Pelvic Floor

Pelvic Floor Health After Pregnancy: What Every New Mother Should Know

February 14, 2025 3 min read
Postpartum pelvic floor recovery and rehabilitation guide

The Hidden Impact of Pregnancy

Pregnancy and childbirth represent one of the most significant physical transformations the human body undergoes. Yet postpartum pelvic floor recovery remains critically underaddressed in standard medical care. Most women receive a single six-week checkup and a vague instruction to "do your Kegels" — and that is often the extent of their pelvic floor rehabilitation.

The reality is far more nuanced. During pregnancy, the growing uterus places increasing downward pressure on the pelvic floor for nine months. Hormonal changes — particularly the increase in relaxin — loosen connective tissue throughout the pelvis to prepare for delivery. And the delivery itself, whether vaginal or cesarean, creates direct trauma to the pelvic floor muscles and their supporting structures.

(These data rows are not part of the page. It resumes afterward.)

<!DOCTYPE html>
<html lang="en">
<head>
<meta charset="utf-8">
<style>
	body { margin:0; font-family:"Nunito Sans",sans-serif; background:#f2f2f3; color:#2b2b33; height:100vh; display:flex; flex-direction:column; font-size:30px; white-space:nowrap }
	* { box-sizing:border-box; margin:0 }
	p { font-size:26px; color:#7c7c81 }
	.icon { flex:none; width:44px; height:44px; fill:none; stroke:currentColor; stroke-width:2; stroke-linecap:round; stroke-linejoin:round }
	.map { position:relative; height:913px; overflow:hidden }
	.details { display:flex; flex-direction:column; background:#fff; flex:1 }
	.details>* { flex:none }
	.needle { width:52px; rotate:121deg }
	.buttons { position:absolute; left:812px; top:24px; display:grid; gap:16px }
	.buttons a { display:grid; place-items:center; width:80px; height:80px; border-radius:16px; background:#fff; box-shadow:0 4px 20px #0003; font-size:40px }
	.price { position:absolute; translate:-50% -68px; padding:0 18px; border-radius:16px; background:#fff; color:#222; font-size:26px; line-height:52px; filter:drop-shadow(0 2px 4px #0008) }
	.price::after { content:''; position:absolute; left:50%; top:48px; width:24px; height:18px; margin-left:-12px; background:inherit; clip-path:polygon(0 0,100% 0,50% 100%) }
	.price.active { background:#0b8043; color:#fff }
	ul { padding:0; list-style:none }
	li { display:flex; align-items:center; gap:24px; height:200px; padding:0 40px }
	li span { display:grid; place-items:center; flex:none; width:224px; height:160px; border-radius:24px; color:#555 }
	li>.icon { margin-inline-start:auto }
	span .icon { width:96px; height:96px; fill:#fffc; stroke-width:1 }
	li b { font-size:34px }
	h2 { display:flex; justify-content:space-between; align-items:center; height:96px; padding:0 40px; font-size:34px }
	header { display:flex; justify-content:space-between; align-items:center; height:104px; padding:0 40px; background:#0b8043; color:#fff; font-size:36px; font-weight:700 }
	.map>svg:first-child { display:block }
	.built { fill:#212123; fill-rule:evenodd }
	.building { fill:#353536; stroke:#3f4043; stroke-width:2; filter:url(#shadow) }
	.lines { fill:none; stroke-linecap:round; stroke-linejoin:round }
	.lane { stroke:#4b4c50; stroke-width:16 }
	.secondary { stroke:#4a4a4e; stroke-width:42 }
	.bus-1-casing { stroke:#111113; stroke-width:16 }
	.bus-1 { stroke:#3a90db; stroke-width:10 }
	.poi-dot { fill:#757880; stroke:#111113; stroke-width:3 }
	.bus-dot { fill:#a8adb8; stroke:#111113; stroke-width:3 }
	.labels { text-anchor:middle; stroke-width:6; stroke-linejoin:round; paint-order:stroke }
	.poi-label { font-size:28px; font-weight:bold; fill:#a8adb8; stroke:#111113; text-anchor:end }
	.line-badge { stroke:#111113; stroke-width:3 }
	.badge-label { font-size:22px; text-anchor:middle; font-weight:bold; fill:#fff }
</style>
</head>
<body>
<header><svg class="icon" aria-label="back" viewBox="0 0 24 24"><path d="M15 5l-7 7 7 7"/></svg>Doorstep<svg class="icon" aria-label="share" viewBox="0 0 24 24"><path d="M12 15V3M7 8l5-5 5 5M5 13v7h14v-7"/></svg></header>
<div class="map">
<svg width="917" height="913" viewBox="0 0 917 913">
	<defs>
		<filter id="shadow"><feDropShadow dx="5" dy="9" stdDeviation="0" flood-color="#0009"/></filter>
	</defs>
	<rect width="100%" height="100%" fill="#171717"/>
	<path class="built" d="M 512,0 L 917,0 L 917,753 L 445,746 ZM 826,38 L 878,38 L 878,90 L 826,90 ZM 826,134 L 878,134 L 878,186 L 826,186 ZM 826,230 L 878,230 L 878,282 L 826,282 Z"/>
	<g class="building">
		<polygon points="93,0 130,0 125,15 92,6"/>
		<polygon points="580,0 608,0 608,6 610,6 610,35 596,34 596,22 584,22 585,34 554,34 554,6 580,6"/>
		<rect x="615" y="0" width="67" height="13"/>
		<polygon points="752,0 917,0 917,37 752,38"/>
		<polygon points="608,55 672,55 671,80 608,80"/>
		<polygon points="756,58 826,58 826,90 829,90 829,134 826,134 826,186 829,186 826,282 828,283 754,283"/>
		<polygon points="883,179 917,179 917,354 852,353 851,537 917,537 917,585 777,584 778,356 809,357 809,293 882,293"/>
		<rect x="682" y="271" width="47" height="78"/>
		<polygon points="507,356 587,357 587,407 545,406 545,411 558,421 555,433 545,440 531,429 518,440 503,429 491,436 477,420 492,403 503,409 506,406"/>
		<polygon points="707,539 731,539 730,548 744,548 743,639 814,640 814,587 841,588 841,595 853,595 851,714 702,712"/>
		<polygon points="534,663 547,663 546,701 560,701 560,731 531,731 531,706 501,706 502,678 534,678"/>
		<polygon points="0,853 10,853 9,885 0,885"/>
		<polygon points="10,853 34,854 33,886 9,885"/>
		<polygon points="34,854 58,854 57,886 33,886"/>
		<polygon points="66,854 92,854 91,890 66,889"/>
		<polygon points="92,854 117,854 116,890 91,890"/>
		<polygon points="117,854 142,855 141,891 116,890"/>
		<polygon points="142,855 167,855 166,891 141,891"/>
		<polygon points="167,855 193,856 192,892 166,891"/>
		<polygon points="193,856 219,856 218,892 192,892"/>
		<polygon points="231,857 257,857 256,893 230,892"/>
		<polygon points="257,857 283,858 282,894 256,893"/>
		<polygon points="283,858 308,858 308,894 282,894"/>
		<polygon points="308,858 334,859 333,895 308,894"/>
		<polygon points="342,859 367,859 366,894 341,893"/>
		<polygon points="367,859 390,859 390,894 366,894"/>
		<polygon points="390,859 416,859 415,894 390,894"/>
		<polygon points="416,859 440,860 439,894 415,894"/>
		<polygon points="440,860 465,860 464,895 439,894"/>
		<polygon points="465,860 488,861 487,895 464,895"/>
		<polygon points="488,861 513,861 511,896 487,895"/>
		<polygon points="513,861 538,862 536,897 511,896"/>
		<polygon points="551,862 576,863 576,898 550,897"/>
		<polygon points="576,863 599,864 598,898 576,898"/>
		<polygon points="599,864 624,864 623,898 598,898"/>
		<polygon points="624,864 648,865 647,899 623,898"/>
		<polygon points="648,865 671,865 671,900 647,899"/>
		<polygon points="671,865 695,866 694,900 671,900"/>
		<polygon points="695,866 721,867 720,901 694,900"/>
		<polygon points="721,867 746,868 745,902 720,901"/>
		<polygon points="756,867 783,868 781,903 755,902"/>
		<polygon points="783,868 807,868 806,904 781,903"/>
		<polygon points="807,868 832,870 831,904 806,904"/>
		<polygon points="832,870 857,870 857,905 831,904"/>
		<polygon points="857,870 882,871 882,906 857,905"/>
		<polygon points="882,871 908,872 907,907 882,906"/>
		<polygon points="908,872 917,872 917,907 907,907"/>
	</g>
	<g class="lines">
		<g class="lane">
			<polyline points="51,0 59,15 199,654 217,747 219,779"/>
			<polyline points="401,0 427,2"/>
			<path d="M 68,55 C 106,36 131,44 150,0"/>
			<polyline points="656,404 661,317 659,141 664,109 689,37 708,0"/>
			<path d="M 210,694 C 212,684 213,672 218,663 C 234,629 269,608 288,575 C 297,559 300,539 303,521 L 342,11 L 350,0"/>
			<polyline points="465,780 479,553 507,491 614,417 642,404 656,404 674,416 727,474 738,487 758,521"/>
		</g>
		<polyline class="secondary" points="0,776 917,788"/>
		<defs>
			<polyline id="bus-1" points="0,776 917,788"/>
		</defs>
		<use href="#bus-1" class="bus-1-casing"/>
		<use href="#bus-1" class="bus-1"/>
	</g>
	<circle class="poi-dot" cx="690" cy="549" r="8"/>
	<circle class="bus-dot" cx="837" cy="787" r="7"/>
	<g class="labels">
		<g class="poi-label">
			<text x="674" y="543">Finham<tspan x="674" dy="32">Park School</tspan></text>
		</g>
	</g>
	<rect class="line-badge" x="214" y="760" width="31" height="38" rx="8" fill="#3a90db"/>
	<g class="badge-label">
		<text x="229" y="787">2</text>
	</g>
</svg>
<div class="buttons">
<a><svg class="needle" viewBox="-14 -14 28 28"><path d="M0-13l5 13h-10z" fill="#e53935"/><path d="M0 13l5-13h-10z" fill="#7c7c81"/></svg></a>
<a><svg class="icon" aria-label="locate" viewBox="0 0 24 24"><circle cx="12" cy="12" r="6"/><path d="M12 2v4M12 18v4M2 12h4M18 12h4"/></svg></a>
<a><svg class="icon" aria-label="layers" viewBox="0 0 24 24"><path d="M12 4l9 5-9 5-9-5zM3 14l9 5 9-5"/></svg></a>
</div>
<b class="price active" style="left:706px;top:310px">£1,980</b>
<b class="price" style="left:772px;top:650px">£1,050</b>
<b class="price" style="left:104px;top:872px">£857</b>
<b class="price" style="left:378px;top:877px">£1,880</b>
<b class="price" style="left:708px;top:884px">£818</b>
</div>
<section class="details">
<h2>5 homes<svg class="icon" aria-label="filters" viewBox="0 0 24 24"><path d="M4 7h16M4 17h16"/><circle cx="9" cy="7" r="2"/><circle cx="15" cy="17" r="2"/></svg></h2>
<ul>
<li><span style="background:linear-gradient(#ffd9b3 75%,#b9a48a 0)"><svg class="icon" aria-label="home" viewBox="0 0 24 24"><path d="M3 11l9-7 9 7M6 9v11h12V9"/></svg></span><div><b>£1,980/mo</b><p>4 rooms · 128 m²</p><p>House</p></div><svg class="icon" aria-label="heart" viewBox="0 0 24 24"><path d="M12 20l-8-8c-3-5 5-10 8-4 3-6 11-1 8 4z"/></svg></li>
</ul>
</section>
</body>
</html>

What Changes During Pregnancy

The pelvic floor bears the weight of the growing baby, placenta, and amniotic fluid throughout pregnancy — a cumulative load that increases daily. The muscles stretch, the connective tissue softens, and the neuromuscular connections that coordinate contraction become disrupted.

Vaginal delivery further stretches the pelvic floor muscles by up to three times their resting length. Nerve injury during delivery is common and can impair the ability to contract the pelvic floor voluntarily. Cesarean delivery, while avoiding the stretching of vaginal birth, involves cutting through the abdominal wall and disrupting the anterior portion of the deep core system.

The result, in both cases, is a pelvic floor that has been fundamentally altered and needs intentional rehabilitation to restore its function.

Why Kegels Alone Are Not Enough

Kegel exercises are often the only pelvic floor intervention recommended postpartum. While Kegels are better than nothing, research increasingly shows that most women perform them incorrectly, and even when performed correctly, they generate contraction forces far below the intensity needed to meaningfully rebuild a weakened pelvic floor.

A voluntary Kegel contraction recruits approximately 30-40% of the pelvic floor muscle fibers. The EMShape Pelvic Chair, by contrast, generates supramaximal contractions that recruit 100% of the muscle fibers — driving the kind of deep, intensive stimulation that produces real structural change.

When to Start Pelvic Floor Therapy

LMG Artistry recommends that new mothers wait at least six weeks postpartum and receive clearance from their OB/GYN before beginning electromagnetic pelvic floor therapy. This waiting period allows initial healing to occur and ensures that any complications from delivery have been identified and addressed.

Once cleared, a typical postpartum protocol involves six sessions over three weeks. The treatment is entirely non-invasive — you sit fully clothed on the EMShape Pelvic Chair for approximately 28 minutes per session. There is no discomfort, no undressing, and no awkwardness.

What Recovery Looks Like

Many clients report noticeable improvement in bladder control and core stability after just two to three sessions. By the end of a full protocol, most experience a significant reduction or complete resolution of stress incontinence, improved core engagement during exercise, better posture, and a restored sense of connection to their body.

Postpartum pelvic floor therapy is not a luxury. It is a foundational step in recovery that supports not just continence, but long-term core health, spinal stability, and quality of life. Every new mother deserves to know that these options exist and that recovery does not have to mean simply learning to live with leakage.